§ **EXERCISE AIM**: Go through the material under this sentence. Return every line holding "radius".
____ EXERCISE DATA
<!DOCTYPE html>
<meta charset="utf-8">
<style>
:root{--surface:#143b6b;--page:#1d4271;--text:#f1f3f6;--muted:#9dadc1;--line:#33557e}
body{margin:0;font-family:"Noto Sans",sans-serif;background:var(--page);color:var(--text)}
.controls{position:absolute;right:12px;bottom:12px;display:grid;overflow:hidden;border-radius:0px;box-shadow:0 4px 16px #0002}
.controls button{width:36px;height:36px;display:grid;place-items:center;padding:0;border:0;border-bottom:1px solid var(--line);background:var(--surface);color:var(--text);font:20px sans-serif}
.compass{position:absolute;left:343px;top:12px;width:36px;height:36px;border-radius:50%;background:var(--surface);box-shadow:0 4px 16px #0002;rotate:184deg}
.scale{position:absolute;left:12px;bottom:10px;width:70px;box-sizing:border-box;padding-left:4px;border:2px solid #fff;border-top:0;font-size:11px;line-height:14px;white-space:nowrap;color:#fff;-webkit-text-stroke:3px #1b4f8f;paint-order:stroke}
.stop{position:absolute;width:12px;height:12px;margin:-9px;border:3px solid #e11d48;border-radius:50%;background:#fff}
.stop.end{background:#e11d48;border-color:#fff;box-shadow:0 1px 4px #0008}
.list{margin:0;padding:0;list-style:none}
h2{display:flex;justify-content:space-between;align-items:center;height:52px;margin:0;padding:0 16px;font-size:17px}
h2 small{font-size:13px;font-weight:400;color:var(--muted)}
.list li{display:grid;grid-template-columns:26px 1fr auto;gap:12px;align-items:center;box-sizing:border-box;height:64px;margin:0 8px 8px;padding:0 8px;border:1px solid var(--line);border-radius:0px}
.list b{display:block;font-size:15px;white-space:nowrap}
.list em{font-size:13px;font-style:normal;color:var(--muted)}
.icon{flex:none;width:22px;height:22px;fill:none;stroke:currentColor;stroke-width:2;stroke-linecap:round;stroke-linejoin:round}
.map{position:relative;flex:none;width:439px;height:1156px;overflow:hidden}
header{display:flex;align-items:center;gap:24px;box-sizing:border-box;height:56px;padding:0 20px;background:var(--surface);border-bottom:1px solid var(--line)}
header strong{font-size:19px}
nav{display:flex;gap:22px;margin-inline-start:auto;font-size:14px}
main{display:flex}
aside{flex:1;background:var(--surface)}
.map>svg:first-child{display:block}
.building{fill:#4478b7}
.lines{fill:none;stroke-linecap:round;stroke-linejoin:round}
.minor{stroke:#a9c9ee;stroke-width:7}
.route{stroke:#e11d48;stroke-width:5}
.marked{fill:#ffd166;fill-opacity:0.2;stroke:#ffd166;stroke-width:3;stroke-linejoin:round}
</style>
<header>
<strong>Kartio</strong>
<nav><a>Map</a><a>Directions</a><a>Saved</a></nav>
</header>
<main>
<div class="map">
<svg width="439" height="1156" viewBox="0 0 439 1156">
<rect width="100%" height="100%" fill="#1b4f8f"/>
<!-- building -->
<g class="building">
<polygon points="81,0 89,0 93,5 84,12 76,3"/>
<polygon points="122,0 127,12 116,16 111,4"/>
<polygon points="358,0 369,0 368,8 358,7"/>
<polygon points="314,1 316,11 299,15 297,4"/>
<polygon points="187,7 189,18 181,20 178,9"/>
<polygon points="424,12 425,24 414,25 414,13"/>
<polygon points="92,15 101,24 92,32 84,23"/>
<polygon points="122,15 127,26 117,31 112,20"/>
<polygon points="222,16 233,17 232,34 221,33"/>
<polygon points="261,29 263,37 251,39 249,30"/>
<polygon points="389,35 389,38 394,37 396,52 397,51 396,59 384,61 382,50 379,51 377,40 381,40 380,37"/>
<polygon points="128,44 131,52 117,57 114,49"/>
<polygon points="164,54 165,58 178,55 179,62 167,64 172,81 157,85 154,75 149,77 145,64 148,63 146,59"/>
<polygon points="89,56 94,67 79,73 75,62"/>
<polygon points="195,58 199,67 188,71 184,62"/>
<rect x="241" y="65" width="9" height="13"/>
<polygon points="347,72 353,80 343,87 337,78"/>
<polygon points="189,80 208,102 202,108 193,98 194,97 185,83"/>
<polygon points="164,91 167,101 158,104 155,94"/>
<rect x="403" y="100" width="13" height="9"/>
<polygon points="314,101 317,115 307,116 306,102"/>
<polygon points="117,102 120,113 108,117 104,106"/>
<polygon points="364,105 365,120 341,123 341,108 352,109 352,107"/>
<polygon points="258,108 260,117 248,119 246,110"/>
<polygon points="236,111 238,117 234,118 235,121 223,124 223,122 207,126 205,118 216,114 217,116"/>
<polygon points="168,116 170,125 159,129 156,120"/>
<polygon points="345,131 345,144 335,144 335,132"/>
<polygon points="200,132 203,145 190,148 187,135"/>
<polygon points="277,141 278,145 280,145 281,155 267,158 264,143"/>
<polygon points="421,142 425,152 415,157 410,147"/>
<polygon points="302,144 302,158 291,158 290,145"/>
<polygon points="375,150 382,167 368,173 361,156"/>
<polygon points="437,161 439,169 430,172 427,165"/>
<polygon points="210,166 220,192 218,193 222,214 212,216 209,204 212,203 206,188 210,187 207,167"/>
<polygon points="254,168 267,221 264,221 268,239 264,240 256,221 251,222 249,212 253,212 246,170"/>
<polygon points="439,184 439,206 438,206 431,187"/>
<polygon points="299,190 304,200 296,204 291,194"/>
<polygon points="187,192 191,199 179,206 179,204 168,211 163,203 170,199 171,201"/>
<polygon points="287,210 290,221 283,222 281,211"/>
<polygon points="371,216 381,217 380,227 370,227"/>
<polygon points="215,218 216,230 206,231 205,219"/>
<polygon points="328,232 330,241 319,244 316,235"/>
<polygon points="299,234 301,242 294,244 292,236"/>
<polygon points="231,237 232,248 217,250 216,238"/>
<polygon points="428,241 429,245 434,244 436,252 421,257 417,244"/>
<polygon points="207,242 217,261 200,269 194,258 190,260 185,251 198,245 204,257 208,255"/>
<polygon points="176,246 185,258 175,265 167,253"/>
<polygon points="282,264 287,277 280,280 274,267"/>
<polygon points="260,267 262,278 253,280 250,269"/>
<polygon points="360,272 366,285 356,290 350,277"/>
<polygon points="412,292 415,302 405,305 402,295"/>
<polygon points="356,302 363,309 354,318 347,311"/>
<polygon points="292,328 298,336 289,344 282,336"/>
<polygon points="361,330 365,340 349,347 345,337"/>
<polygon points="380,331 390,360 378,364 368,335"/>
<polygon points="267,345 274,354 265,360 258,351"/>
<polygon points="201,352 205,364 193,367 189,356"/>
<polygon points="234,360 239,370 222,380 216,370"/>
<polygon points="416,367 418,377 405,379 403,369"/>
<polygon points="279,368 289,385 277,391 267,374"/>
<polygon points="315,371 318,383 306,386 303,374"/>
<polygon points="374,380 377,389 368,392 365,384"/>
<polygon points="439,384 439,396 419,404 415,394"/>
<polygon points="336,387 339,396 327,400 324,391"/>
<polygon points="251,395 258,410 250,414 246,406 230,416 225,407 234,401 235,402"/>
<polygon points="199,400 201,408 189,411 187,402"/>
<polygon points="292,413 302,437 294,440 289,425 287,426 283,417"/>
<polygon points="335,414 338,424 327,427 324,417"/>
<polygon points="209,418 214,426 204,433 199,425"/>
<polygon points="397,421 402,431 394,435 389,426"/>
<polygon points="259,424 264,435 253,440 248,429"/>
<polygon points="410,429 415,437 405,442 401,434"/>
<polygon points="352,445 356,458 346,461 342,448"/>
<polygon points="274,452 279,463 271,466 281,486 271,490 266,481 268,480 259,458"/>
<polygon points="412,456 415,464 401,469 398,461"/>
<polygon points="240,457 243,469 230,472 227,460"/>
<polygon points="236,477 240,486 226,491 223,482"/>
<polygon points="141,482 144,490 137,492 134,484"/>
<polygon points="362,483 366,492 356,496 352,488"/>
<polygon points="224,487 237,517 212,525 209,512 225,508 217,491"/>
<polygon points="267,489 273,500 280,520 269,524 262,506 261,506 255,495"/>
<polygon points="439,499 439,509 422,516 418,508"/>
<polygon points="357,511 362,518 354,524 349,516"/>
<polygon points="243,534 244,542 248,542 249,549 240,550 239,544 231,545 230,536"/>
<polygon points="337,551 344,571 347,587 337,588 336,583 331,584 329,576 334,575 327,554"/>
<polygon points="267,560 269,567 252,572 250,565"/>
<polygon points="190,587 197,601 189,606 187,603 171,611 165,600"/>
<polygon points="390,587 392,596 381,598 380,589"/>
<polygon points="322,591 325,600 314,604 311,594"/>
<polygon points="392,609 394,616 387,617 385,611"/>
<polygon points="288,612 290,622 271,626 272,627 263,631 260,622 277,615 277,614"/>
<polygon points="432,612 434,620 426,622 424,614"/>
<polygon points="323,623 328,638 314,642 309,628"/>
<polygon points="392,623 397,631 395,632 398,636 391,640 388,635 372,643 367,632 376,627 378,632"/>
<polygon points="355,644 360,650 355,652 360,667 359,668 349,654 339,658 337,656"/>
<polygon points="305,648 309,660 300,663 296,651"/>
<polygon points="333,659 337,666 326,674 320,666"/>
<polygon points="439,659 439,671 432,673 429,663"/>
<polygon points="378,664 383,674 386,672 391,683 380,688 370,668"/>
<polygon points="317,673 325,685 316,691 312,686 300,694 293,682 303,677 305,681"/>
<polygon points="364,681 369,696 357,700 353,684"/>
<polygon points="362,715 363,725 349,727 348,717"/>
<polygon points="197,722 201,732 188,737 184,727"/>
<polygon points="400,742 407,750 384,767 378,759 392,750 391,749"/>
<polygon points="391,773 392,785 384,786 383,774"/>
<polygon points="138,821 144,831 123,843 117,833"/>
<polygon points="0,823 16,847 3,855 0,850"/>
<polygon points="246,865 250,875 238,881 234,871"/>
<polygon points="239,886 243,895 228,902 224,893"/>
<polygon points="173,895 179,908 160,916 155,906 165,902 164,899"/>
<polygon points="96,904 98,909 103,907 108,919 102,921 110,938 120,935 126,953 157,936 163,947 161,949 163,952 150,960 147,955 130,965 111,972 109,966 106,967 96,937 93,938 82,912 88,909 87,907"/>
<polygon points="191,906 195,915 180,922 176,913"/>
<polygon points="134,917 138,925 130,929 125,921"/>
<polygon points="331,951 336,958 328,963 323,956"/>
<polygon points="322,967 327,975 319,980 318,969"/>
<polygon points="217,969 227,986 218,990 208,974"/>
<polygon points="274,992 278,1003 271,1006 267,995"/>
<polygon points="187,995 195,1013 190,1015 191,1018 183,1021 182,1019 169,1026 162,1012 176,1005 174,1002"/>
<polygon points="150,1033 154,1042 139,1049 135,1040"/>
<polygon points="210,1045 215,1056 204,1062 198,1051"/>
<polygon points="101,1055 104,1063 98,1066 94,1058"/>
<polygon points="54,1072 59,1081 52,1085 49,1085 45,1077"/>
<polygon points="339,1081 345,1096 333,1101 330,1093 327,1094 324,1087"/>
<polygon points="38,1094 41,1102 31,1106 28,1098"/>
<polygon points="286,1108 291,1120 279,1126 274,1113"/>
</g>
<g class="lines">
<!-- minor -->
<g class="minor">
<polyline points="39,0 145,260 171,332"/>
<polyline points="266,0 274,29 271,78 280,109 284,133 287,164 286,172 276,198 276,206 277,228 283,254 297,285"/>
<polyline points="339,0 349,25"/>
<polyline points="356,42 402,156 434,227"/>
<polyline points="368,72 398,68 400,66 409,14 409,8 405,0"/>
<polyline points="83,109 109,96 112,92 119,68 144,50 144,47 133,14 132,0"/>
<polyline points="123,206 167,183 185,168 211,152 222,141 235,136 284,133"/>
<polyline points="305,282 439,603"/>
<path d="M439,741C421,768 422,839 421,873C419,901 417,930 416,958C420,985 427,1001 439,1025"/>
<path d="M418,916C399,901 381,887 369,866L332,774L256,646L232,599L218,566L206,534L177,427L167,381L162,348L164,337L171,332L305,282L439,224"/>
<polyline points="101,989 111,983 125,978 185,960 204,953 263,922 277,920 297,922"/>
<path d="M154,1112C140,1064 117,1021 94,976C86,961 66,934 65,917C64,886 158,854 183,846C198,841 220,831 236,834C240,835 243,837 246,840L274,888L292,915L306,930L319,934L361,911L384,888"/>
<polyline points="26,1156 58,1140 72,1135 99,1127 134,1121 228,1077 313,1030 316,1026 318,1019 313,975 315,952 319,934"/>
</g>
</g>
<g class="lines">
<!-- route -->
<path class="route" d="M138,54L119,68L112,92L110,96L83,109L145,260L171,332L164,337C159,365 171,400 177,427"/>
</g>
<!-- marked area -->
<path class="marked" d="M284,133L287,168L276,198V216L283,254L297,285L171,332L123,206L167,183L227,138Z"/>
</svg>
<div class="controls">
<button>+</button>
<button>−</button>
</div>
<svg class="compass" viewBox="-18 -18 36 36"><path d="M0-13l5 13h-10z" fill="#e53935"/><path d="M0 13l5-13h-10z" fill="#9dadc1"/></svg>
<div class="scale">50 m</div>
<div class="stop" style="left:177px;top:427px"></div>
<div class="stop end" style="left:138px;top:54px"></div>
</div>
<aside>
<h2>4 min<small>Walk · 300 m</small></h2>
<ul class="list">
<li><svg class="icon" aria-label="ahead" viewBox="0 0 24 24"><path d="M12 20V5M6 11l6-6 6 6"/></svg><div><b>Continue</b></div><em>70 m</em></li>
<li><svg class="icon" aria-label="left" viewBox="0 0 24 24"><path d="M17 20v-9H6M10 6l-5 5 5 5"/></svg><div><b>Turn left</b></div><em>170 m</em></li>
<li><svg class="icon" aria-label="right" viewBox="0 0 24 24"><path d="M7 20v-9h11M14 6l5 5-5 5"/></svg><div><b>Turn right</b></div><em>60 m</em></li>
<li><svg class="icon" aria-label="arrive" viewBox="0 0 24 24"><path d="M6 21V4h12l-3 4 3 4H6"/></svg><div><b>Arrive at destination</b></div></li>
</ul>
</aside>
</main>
________
§ **RESPONSE FOR THIS EXERCISE**:
.controls{position:absolute;right:12px;bottom:12px;display:grid;overflow:hidden;border-radius:0px;box-shadow:0 4px 16px #0002}
.compass{position:absolute;left:343px;top:12px;width:36px;height:36px;border-radius:50%;background:var(--surface);box-shadow:0 4px 16px #0002;rotate:184deg}
.stop{position:absolute;width:12px;height:12px;margin:-9px;border:3px solid #e11d48;border-radius:50%;background:#fff}
.list li{display:grid;grid-template-columns:26px 1fr auto;gap:12px;align-items:center;box-sizing:border-box;height:64px;margin:0 8px 8px;padding:0 8px;border:1px solid var(--line);border-radius:0px}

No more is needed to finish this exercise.